TASK DETAILS: Output exactly the lines that run from the top of the entries to the line holding "padding:2px 5px; background:#fff;", including both of those lines.

#####

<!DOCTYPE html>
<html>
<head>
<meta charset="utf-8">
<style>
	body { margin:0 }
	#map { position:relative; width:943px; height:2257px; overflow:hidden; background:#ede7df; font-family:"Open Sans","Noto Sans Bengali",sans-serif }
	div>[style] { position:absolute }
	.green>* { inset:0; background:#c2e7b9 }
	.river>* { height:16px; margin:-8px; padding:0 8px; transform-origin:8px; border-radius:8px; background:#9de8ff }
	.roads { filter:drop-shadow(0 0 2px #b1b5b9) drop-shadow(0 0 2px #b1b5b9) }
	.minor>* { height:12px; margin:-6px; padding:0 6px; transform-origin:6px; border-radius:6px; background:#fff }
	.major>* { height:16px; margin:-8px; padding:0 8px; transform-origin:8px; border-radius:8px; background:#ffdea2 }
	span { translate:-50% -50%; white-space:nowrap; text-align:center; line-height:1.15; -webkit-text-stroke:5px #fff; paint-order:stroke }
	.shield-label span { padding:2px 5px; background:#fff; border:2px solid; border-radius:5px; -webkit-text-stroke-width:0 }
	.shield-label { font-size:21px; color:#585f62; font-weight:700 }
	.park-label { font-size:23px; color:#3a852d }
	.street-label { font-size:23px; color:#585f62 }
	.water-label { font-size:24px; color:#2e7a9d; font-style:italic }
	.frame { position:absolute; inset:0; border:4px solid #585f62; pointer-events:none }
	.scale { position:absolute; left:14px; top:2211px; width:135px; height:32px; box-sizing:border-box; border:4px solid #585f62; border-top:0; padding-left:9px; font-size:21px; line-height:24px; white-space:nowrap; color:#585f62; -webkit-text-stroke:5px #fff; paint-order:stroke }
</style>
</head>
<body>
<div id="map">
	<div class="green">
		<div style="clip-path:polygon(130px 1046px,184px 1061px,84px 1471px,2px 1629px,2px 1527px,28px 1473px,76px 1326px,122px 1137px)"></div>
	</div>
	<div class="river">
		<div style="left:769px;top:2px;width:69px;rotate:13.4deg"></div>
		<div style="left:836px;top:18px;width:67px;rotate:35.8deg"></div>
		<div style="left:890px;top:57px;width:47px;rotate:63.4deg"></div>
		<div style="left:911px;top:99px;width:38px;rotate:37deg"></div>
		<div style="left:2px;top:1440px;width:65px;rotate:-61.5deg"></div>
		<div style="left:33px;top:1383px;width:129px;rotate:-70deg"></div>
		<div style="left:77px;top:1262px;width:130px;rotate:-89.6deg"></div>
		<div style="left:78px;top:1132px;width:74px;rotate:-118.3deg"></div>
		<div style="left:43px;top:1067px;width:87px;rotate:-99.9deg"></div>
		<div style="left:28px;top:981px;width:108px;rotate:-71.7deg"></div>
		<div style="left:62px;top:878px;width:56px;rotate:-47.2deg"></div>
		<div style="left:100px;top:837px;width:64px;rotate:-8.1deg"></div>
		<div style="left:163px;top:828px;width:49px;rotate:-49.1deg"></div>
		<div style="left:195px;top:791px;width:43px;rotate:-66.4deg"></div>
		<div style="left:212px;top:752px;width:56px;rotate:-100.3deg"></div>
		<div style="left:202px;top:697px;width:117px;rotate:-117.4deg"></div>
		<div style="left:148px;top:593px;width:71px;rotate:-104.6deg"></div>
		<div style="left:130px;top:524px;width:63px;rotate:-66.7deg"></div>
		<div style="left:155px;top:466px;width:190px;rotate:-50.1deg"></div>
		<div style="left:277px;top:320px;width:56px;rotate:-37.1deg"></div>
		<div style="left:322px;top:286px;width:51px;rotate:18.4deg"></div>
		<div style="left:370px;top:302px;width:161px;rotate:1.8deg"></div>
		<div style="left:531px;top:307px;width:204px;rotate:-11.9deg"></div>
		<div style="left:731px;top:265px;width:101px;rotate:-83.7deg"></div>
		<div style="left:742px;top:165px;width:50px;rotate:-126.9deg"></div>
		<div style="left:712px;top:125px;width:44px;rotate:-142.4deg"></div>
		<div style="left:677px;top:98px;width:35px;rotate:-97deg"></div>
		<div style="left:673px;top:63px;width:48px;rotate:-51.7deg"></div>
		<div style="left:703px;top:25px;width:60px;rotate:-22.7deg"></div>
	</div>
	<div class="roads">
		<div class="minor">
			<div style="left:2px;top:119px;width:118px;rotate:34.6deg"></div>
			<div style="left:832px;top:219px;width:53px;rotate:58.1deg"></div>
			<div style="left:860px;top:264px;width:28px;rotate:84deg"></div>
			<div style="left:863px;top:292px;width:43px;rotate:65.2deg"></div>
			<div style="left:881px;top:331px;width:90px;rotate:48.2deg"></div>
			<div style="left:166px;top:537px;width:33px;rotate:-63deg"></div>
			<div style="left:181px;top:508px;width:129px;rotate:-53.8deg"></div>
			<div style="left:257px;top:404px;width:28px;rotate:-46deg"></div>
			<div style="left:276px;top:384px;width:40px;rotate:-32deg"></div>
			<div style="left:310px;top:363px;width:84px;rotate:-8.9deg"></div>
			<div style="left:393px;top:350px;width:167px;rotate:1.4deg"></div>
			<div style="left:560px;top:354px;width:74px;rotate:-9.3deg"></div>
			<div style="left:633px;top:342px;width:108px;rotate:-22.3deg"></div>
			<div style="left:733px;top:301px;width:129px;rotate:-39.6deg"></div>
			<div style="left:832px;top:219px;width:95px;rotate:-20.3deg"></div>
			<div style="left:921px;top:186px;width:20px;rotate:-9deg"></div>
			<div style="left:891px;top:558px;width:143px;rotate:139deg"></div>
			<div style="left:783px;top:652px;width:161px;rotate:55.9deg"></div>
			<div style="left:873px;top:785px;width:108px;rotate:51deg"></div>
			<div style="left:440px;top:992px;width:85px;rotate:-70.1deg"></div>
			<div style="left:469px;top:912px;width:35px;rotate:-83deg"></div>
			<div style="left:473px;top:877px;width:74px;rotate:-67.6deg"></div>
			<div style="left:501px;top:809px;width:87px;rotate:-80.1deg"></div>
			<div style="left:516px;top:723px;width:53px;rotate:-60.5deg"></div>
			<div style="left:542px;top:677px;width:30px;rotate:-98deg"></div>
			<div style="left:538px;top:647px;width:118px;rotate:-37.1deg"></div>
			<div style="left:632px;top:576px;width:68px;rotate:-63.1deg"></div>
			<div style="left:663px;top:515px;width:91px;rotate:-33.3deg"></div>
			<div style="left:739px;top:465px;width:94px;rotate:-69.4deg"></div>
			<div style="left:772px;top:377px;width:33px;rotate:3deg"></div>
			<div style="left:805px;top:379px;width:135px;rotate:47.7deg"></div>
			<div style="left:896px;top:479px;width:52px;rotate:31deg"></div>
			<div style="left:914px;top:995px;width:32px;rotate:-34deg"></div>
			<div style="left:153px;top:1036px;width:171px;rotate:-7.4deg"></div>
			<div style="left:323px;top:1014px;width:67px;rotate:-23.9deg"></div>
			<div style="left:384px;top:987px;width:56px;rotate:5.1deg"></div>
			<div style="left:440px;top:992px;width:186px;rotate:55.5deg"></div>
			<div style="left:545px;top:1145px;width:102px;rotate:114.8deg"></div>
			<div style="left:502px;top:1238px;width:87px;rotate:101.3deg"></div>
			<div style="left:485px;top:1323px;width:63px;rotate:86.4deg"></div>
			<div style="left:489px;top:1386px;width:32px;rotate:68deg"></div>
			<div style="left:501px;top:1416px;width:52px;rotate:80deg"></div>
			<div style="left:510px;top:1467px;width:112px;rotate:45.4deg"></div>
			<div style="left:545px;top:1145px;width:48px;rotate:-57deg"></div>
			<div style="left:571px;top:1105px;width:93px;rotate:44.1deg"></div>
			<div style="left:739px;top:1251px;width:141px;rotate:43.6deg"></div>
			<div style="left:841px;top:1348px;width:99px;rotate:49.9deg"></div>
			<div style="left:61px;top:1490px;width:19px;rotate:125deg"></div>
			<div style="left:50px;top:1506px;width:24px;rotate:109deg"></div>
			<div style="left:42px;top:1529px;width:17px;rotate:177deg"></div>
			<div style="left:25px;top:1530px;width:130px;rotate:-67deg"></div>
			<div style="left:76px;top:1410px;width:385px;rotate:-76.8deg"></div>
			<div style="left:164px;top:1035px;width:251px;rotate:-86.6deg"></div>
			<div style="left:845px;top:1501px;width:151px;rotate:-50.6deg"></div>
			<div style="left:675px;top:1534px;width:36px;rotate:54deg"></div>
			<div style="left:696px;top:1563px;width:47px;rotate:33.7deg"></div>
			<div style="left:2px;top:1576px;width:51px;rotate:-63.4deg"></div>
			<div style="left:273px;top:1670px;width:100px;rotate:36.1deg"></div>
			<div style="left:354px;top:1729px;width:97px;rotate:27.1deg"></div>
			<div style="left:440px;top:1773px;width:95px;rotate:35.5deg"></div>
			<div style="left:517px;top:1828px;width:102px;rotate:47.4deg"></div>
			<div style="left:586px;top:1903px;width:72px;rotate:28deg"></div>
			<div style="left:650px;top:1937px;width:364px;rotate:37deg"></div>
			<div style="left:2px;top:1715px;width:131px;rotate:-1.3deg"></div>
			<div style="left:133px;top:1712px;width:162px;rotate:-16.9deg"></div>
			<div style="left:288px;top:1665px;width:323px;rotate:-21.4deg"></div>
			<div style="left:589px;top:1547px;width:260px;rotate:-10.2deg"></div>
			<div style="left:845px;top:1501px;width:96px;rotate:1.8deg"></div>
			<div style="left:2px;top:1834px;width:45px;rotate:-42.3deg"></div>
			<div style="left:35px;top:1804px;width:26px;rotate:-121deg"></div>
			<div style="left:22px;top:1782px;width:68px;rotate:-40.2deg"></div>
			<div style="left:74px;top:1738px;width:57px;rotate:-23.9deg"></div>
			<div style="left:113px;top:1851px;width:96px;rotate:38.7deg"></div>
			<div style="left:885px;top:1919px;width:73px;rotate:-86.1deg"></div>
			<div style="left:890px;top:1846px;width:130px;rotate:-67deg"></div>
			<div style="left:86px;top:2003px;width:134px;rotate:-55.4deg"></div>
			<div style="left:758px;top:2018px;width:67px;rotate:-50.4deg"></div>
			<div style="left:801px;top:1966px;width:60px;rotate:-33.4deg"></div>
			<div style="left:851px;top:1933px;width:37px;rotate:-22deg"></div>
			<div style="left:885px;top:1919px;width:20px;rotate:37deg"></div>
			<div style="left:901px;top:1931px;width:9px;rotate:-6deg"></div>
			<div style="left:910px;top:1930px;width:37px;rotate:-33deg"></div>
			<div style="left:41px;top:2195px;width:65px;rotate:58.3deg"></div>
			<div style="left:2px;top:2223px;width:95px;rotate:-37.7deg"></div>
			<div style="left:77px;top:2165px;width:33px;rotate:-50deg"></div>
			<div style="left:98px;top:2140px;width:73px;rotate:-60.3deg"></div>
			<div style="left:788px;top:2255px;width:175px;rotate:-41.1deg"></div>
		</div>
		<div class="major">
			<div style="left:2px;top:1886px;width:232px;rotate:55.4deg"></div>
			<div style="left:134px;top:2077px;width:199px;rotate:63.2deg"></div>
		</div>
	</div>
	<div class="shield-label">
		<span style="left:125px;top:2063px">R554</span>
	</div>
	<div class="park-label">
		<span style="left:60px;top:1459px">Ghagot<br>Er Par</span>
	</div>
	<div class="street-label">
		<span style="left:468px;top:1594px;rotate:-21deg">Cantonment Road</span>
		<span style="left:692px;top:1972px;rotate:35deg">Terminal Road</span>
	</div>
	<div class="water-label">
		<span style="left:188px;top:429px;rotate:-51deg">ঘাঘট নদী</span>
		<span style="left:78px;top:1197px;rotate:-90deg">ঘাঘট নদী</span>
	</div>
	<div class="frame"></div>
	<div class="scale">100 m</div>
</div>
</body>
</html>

#####

EXPECTED ANSWER:
<!DOCTYPE html>
<html>
<head>
<meta charset="utf-8">
<style>
	body { margin:0 }
	#map { position:relative; width:943px; height:2257px; overflow:hidden; background:#ede7df; font-family:"Open Sans","Noto Sans Bengali",sans-serif }
	div>[style] { position:absolute }
	.green>* { inset:0; background:#c2e7b9 }
	.river>* { height:16px; margin:-8px; padding:0 8px; transform-origin:8px; border-radius:8px; background:#9de8ff }
	.roads { filter:drop-shadow(0 0 2px #b1b5b9) drop-shadow(0 0 2px #b1b5b9) }
	.minor>* { height:12px; margin:-6px; padding:0 6px; transform-origin:6px; border-radius:6px; background:#fff }
	.major>* { height:16px; margin:-8px; padding:0 8px; transform-origin:8px; border-radius:8px; background:#ffdea2 }
	span { translate:-50% -50%; white-space:nowrap; text-align:center; line-height:1.15; -webkit-text-stroke:5px #fff; paint-order:stroke }
	.shield-label span { padding:2px 5px; background:#fff; border:2px solid; border-radius:5px; -webkit-text-stroke-width:0 }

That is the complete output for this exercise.